How to subprocess a big list of files using all CPUs?

Question

I need to convert 86,000 TEX files to XML using the LaTeXML library in the command line. I tried to write a Python script to automate this with the subprocess module, utilizing all 4 cores.

def get_outpath(tex_path):
    path_parts = pathlib.Path(tex_path).parts
    arxiv_id = path_parts[2]
    outpath = 'xml/' + arxiv_id + '.xml'
    return outpath

def convert_to_xml(inpath):
    outpath = get_outpath(inpath)

    if os.path.isfile(outpath):
        message = '{}: Already converted.'.format(inpath)
        print(message)
        return

    try:
        process = subprocess.Popen(['latexml', '--dest=' + outpath, inpath], 
                                   stderr=subprocess.PIPE, 
                                   stdout=subprocess.PIPE)
    except Exception as error:
        process.kill()
        message = "error: %s run(*%r, **%r)" % (e, args, kwargs)
        print(message)

    message = '{}: Converted!'.format(inpath)
    print(message)

def start():
    start_time = time.time()
    pool = multiprocessing.Pool(processes=multiprocessing.cpu_count(),
                               maxtasksperchild=1)
    print('Initialized {} threads'.format(multiprocessing.cpu_count()))
    print('Beginning conversion...')
    for _ in pool.imap_unordered(convert_to_xml, preprints, chunksize=5): 
        pass
    pool.close()
    pool.join()
    print("TIME: {}".format(total_time))

start()

The script results in Too many open files and slows down my computer. From looking at Activity Monitor, it looks like this script is trying to create 86,000 conversion subprocesses at once, and each process is trying to open a file. Maybe this is the result of pool.imap_unordered(convert_to_xml, preprints) -- maybe I need to not use map in conjunction with subprocess.Popen, since I just have too many commands to call? What would be an alternative?

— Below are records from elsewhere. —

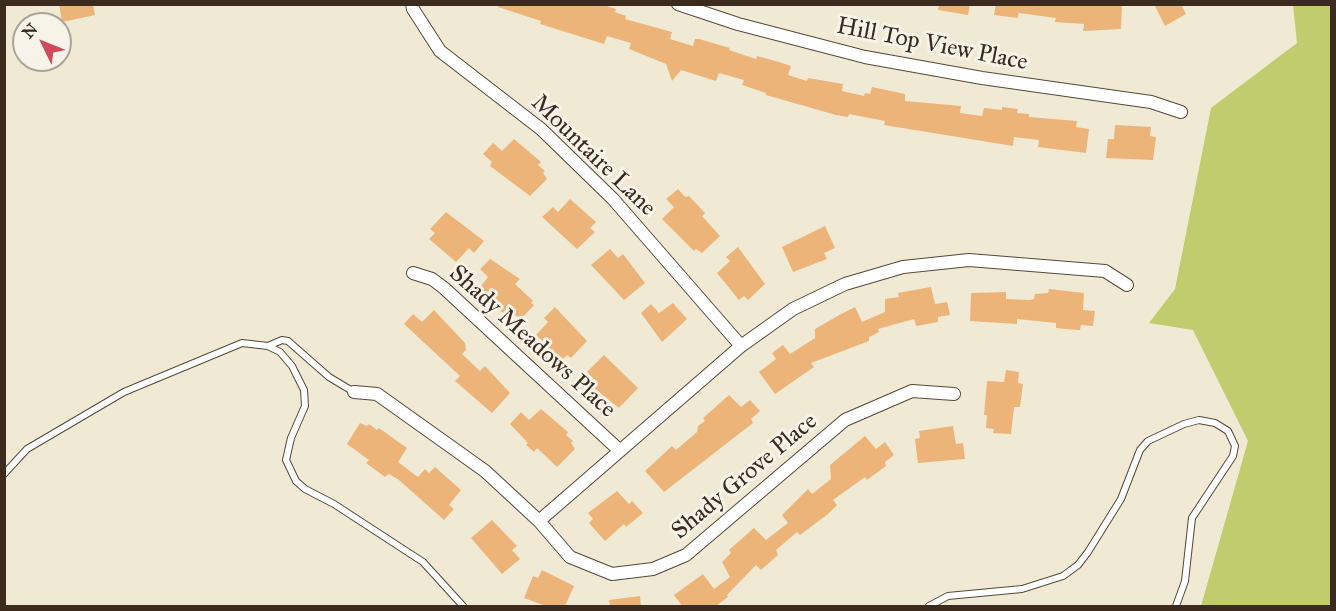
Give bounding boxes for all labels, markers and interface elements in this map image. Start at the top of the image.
north arrow [12,12,72,72]
street label: Hill Top View Place [834,12,1030,78]
text: N [18,19,42,42]
street label: Mountaire Lane [525,89,661,223]
street label: Shady Meadows Place [443,260,621,424]
street label: Shady Grove Place [666,408,824,546]

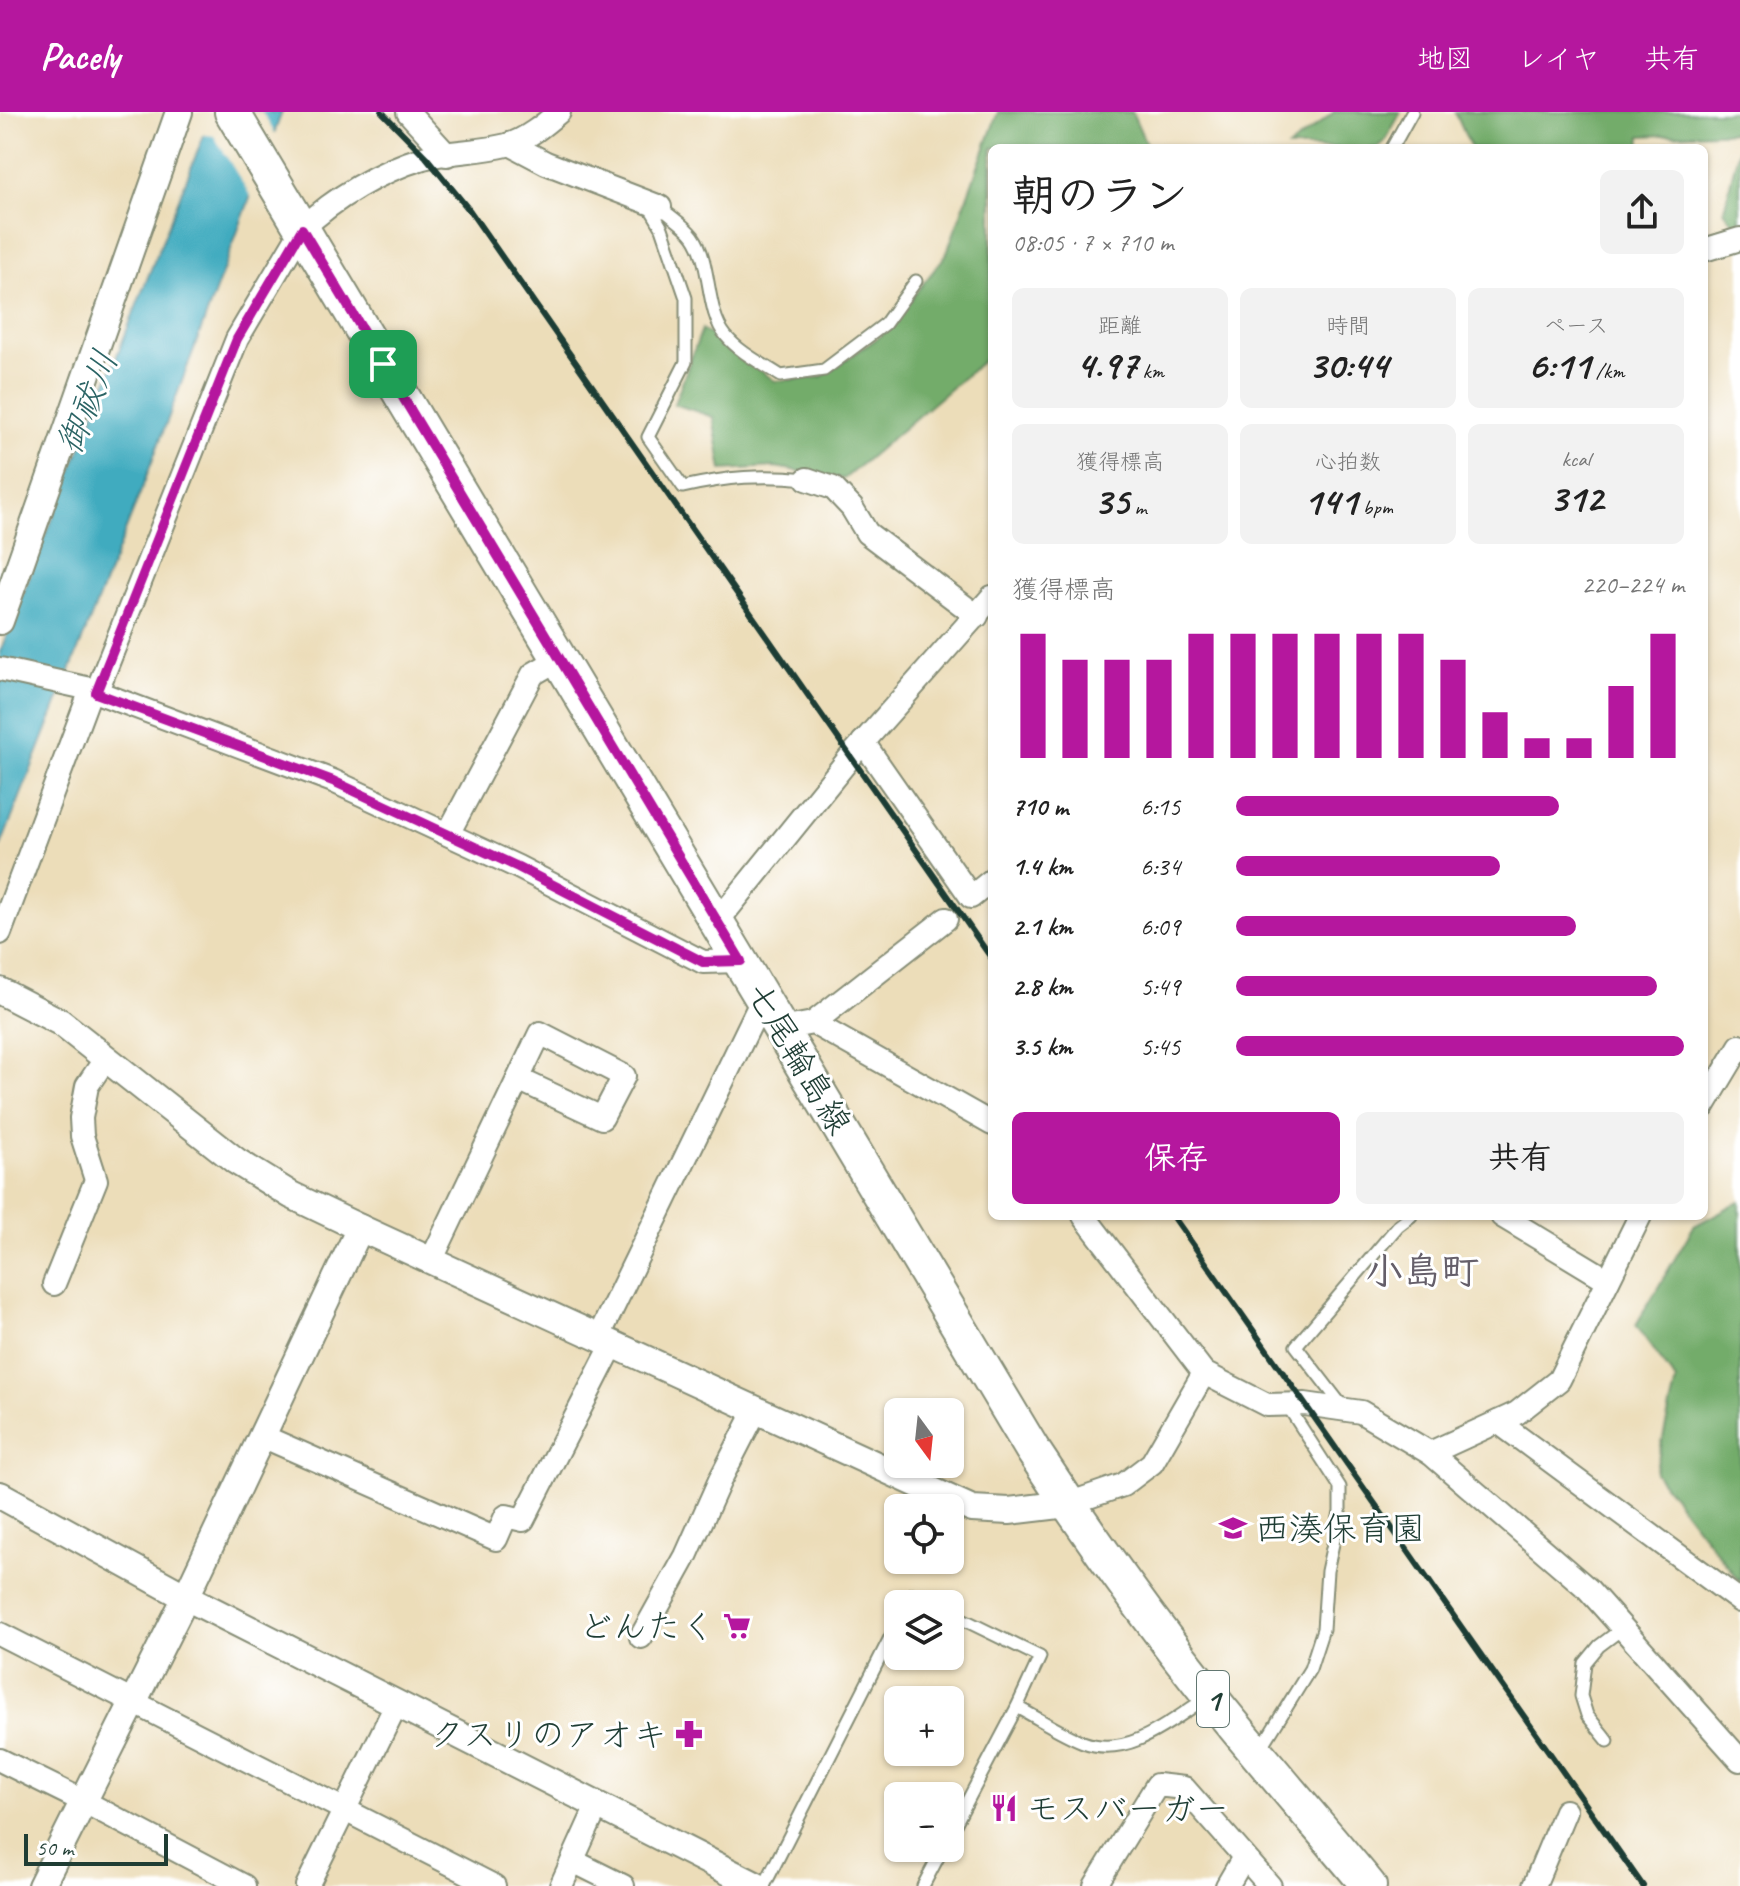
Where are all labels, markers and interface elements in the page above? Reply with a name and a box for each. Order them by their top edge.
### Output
text: Pacely [40,33,119,80]
text: 地図 [1417,41,1473,76]
text: レイヤ [1517,41,1600,76]
text: 共有 [1644,41,1700,76]
text: 朝のラン [1012,168,1188,223]
button: share [1600,170,1684,254]
text: 08:05 · 7 × 710 m [1012,226,1173,259]
text: 距離 [1098,312,1142,340]
text: 時間 [1326,312,1370,340]
text: ペース [1544,312,1608,340]
pin [349,330,417,398]
text: 4.97 [1076,340,1137,390]
text: 30:44 [1308,340,1388,390]
text: 6:11 [1528,340,1590,390]
icon: arrive [361,342,405,386]
water label: 御祓川 [45,343,129,461]
text: km [1137,357,1164,385]
text: /km [1590,357,1624,385]
text: kcal [1561,445,1591,473]
text: 獲得標高 [1076,448,1164,476]
text: 心拍数 [1315,448,1381,476]
text: 312 [1549,473,1603,523]
text: 35 [1093,476,1129,526]
text: 141 [1303,476,1357,526]
text: m [1129,493,1147,521]
text: bpm [1357,493,1393,521]
text: 220–224 m [1581,568,1684,601]
text: 獲得標高 [1012,573,1116,606]
text: 710 m [1012,790,1068,823]
text: 6:15 [1140,790,1180,823]
text: 1.4 km [1012,850,1072,883]
text: 6:34 [1140,850,1180,883]
text: 2.1 km [1012,910,1072,943]
text: 6:09 [1140,910,1180,943]
text: 2.8 km [1012,970,1072,1003]
text: 5:49 [1140,970,1180,1003]
street label: 七尾輪島線 [737,974,861,1142]
text: 3.5 km [1012,1030,1072,1063]
text: 5:45 [1140,1030,1180,1063]
button: 保存 [1012,1112,1340,1204]
button: 共有 [1356,1112,1684,1204]
district label: 小島町 [1365,1248,1479,1295]
north arrow [884,1398,964,1478]
map controls [884,1398,964,1862]
button: locate [884,1494,964,1574]
place label: 西湊保育園 [1255,1507,1425,1550]
school or university icon: 西湊保育園 [1218,1513,1248,1543]
button: layers [884,1590,964,1670]
place label: どんたく [578,1605,715,1648]
supermarket icon: どんたく [722,1611,752,1641]
road number: 1 [1197,1671,1229,1727]
button: + [884,1686,964,1766]
place label: クスリのアオキ [430,1713,667,1756]
pharmacy icon: クスリのアオキ [674,1719,704,1749]
button: − [884,1782,964,1862]
place label: モスバーガー [1026,1787,1229,1830]
restaurant icon: モスバーガー [989,1793,1019,1823]
scale bar [24,1830,168,1866]
text: 50 m [36,1834,73,1862]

I've spent all day trying to figure out the right way to approach bulk subprocessing. I'm new to this part of Python, so any tips for heading in the right direction would be much appreciated. Thanks!

unutbu · Accepted Answer

In convert_to_xml, the process = subprocess.Popen(...) statements spawns a latexml subprocess. Without a blocking call such as process.communicate(), the convert_to_xml ends even while latexml continues to run in the background.

Since convert_to_xml ends, the Pool sends the associated worker process another task to run and so convert_to_xml is called again. Once again another latexml process is spawned in the background. Pretty soon, you are up to your eyeballs in latexml processes and the resource limit on the number of open files is reached.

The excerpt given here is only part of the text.